Thank you for visiting! It's still nearly the beginning of 2012, and a good time to finally put myself out there with an individual blog. I have been a member of the group blog and challenge group "Art quilts around the world" :



since its inception, but as I am spreading my creative wings this year and entering the world of teaching Patchwork and Quilting, I thought I should celebrate and consolidate by setting up my own blog. Much of it will be my excursions into art quilts, but also into other textile art areas, such as eco-dyeing. Speaking of which, this weekend my daughter and I have been re-claiming silk shirts hunted out at op shops: We used eucalyptus leaves gathered from the ground on a recent bushwalk, as well as fresh strawberries, rose leaves (saved from a recent birthday bunch) and red prunus.

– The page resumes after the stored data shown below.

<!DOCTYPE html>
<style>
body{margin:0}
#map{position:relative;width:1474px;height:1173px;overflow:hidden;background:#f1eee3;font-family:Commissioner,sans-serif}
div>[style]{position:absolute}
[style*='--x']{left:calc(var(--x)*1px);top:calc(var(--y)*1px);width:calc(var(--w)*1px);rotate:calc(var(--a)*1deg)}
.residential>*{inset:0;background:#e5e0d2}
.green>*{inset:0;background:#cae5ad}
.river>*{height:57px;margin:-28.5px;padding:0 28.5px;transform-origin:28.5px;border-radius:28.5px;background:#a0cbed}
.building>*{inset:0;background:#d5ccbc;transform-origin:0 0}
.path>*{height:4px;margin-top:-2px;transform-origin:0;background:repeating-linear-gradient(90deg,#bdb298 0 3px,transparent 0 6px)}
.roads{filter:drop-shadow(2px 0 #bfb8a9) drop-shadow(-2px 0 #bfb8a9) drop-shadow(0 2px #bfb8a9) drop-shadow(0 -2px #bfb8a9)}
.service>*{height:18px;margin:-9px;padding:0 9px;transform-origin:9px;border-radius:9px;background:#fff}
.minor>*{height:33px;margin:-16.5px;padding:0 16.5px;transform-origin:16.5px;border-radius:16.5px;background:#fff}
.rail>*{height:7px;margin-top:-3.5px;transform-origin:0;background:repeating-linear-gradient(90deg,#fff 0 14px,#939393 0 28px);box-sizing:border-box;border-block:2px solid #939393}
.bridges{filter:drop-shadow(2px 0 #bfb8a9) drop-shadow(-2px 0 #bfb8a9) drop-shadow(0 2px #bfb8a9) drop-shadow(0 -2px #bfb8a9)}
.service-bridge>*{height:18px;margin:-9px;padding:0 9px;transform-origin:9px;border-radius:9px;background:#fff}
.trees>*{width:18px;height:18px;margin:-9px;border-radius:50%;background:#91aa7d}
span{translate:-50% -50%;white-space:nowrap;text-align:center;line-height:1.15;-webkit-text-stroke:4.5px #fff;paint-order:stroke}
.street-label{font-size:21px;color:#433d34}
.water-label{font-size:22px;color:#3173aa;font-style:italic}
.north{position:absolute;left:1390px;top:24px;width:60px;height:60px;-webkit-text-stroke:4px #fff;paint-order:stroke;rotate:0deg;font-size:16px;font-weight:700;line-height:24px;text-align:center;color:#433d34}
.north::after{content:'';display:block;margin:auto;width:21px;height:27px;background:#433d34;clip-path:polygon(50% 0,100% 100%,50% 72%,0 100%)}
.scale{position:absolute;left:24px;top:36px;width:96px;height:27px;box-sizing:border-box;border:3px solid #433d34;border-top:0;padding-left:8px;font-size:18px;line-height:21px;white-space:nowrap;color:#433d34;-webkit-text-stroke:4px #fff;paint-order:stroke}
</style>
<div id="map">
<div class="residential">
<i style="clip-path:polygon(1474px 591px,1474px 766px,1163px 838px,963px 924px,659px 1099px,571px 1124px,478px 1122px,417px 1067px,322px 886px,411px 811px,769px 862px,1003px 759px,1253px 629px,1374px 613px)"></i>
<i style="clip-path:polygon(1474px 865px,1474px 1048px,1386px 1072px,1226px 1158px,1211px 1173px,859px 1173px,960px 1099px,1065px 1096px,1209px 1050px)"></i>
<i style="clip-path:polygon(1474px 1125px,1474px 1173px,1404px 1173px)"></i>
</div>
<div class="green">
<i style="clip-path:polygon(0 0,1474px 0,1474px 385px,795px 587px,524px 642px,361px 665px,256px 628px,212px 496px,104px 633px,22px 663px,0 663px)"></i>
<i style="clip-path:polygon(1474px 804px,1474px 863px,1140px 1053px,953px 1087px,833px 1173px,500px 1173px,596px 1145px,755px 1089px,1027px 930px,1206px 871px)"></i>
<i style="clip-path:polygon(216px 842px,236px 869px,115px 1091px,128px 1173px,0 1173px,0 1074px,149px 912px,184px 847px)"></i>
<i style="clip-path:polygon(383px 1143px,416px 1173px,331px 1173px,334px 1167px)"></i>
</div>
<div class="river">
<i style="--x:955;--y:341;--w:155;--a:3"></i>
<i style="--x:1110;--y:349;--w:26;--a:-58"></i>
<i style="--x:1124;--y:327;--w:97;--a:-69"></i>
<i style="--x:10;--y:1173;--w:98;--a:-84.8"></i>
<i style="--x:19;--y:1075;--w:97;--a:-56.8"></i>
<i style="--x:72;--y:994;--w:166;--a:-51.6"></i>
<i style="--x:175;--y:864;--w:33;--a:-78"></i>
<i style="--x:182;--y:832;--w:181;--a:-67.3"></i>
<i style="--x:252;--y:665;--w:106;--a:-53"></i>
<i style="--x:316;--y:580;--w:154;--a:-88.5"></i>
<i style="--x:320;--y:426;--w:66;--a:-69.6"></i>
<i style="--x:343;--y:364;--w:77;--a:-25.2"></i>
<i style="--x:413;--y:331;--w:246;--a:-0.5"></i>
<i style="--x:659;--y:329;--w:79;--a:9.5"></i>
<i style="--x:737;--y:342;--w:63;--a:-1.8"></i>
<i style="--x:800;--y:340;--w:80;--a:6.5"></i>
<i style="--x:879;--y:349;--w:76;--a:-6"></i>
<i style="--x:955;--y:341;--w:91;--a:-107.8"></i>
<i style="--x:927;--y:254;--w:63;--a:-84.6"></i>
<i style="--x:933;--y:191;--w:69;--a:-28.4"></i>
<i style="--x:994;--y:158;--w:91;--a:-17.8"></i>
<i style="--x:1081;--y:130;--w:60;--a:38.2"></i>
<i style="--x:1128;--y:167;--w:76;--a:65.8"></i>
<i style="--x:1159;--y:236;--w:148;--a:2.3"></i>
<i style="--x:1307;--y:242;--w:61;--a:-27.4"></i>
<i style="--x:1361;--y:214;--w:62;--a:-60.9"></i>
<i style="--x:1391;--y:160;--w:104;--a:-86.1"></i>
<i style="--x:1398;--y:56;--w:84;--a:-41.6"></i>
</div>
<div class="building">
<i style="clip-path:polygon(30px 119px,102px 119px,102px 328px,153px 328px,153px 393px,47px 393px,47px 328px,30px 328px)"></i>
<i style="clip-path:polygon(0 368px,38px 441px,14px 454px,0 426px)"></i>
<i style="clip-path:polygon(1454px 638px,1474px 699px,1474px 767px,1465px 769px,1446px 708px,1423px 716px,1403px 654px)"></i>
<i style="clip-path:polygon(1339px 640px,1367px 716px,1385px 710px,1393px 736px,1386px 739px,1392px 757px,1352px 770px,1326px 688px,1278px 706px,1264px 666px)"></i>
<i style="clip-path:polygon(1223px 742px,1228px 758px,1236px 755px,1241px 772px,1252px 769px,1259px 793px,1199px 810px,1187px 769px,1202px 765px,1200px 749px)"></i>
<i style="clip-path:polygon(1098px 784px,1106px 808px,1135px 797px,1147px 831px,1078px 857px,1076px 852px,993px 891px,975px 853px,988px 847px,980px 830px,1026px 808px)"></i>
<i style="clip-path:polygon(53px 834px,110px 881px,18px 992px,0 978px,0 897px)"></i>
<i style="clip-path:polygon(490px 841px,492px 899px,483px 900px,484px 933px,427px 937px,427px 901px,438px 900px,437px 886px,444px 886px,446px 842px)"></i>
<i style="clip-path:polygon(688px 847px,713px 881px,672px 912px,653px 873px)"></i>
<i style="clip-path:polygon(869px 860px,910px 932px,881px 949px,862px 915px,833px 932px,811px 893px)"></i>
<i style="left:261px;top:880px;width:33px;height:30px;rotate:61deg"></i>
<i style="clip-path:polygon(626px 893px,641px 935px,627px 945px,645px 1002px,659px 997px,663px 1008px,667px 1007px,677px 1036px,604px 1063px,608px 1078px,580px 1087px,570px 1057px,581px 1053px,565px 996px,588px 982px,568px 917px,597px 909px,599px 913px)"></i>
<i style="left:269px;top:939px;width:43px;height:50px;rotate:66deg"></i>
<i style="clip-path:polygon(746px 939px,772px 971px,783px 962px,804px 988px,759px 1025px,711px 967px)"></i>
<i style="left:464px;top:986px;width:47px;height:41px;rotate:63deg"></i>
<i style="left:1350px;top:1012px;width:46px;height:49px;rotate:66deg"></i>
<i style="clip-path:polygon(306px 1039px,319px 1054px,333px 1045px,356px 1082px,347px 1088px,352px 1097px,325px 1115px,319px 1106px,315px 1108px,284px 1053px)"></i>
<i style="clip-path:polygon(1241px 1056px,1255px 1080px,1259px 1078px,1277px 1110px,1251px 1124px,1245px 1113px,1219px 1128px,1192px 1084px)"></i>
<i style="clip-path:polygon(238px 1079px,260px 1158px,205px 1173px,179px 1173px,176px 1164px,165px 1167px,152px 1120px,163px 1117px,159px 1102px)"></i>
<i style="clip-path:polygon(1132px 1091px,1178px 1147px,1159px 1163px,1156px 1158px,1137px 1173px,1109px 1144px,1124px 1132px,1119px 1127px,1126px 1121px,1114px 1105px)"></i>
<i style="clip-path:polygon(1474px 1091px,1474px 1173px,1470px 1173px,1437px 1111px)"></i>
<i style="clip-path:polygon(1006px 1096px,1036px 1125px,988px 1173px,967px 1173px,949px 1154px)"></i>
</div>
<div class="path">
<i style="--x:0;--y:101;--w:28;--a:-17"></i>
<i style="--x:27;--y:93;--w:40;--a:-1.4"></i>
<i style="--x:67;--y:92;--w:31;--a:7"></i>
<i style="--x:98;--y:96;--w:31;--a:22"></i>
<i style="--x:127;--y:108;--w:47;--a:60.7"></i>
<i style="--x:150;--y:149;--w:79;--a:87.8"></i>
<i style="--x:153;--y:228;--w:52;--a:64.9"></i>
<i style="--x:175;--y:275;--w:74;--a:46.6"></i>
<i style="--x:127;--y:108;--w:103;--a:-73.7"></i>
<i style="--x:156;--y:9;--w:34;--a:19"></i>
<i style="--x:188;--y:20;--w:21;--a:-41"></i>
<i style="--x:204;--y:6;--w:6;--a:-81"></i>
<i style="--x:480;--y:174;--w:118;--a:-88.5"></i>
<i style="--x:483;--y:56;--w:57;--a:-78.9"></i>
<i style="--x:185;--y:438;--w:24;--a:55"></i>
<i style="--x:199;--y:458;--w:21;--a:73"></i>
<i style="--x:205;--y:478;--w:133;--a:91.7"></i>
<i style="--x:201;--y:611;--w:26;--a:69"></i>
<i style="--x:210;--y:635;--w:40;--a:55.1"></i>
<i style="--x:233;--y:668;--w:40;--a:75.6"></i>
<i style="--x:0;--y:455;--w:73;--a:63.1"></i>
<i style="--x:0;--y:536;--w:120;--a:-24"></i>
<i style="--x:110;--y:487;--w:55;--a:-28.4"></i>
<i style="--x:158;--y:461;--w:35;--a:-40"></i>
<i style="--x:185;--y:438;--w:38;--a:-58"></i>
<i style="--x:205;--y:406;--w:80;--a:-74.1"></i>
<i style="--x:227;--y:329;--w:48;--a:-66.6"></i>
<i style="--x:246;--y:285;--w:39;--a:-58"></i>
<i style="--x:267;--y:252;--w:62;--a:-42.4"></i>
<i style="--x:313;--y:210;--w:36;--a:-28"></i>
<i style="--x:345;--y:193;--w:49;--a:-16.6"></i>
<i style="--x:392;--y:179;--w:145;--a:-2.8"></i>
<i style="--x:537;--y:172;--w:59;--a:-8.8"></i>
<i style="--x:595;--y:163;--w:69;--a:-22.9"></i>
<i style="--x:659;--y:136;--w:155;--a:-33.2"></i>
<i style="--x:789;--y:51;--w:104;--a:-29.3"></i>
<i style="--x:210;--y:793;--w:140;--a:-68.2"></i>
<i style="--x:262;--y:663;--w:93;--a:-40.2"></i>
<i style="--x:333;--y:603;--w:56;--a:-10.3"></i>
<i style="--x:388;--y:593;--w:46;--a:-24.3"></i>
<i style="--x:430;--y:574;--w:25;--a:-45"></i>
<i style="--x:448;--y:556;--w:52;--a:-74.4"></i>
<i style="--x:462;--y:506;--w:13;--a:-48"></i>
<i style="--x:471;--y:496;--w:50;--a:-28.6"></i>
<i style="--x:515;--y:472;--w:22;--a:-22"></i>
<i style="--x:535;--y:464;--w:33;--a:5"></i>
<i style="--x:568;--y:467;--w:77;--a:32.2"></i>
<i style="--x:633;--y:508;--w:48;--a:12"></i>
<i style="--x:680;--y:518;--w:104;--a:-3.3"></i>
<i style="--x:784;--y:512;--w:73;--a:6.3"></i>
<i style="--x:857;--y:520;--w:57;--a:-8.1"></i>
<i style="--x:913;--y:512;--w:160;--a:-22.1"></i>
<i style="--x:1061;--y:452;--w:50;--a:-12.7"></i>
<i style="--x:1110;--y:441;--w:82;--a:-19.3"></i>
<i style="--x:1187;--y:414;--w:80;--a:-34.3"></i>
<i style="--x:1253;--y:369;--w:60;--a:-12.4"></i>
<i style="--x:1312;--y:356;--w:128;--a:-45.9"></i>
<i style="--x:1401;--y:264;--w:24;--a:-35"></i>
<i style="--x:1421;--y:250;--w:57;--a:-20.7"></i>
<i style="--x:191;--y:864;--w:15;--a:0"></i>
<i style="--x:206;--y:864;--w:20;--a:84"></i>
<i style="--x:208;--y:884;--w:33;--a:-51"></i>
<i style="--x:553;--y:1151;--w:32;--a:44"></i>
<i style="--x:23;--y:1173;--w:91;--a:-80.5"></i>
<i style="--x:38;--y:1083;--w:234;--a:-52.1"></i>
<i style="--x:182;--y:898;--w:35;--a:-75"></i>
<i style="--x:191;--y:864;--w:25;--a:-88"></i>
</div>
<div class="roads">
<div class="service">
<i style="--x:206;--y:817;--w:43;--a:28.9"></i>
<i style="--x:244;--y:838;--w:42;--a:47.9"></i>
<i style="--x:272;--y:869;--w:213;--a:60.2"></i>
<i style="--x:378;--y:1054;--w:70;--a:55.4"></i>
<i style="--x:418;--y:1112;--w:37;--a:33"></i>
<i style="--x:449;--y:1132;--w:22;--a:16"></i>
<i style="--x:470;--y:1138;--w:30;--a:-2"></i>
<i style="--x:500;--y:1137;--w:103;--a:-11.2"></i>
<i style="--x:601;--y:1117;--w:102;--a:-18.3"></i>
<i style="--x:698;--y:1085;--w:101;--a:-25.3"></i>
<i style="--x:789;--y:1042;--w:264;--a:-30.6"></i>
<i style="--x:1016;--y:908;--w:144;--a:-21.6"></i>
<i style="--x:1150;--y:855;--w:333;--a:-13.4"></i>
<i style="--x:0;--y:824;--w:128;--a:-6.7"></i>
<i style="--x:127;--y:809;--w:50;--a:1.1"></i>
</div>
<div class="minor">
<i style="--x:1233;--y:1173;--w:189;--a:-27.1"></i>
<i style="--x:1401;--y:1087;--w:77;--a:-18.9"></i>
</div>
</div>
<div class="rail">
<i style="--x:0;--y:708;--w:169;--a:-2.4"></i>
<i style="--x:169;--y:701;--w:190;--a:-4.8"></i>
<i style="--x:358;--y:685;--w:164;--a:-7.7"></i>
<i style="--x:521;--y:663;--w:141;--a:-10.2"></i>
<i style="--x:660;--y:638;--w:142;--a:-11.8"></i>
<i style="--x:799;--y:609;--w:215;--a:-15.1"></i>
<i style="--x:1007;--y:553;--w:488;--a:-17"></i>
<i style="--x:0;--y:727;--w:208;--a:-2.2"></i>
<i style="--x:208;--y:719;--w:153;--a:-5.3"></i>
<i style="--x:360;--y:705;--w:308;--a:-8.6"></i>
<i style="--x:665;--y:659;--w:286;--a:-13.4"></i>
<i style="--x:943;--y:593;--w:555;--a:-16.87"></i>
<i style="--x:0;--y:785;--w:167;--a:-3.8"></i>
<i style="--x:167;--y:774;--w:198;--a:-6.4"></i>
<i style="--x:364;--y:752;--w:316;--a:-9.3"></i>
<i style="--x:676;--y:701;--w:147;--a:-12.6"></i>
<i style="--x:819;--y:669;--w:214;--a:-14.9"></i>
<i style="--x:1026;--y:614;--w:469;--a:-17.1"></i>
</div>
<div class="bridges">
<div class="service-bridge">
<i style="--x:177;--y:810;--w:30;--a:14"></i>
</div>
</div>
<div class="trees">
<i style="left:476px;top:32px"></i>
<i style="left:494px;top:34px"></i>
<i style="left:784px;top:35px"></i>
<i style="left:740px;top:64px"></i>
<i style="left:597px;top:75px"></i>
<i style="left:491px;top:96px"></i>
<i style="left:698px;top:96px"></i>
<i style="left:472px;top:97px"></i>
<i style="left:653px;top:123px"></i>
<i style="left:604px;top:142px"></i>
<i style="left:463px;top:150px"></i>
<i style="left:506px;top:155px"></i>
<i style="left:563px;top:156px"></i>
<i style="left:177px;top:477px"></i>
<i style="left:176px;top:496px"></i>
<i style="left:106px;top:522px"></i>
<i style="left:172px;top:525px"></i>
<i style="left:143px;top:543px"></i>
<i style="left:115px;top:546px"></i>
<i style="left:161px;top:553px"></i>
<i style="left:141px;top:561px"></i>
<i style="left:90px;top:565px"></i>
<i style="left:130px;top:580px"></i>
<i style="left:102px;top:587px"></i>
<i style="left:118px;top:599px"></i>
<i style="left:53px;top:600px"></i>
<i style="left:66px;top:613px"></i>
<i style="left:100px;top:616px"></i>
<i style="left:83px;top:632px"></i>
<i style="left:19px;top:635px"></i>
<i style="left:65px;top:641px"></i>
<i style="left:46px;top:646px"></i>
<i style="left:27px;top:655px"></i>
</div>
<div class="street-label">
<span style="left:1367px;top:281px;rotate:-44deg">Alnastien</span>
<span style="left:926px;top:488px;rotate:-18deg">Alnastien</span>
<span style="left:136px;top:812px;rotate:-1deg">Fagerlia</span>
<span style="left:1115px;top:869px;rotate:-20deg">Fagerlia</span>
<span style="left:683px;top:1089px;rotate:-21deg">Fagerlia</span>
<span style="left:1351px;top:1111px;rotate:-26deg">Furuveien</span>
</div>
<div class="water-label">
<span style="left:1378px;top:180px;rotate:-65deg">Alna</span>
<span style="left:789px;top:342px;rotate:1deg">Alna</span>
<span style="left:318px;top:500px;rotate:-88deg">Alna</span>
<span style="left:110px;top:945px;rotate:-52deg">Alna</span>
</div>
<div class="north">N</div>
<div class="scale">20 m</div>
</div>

Oh, and leaves and gumnuts from a couple of branches that had fallen in the carpark of our local shops during Melbourne's recent wild weather. I have been loving eco-dyeing since a workshop with India Flint last year.





If you have traced me from "art quilts around the world", you may have seen some of my quilts on that site. For example:
Endangered June 2011


Ammonoid September 2009




The tree of life August 2008



My other big challenge for 2012 is to re-organise my tiny, over-stocked, packed to the rafters studio and keep it that way! About 3 times a year I tidy it all up, but before too long it is out of control again. I know I have way too much stuff, and keep stumbling across more treasures, but I also find that I often have stashed away just the right tool or piece of fabric or ribbon for a project, if I can just get to it. So I figure if I post a public photo with a promise to update it with a gob-smackingly awesome one of everything in its place and a place for everything, it will help me keep on track.

my quilting corner



the benchtop

Finally, a word about the title "Contextile Quilting". Contextile is a contraction of the three main foci for the blog - writing (text) about textile art and providing a context for my work. A reminder of the saying: Without context, there is no meaning.


So there you are - the longest journey starts with a single step and all that. This is the first step in charting my creative progress, diversions, side steps, mis-steps and all, in blog form.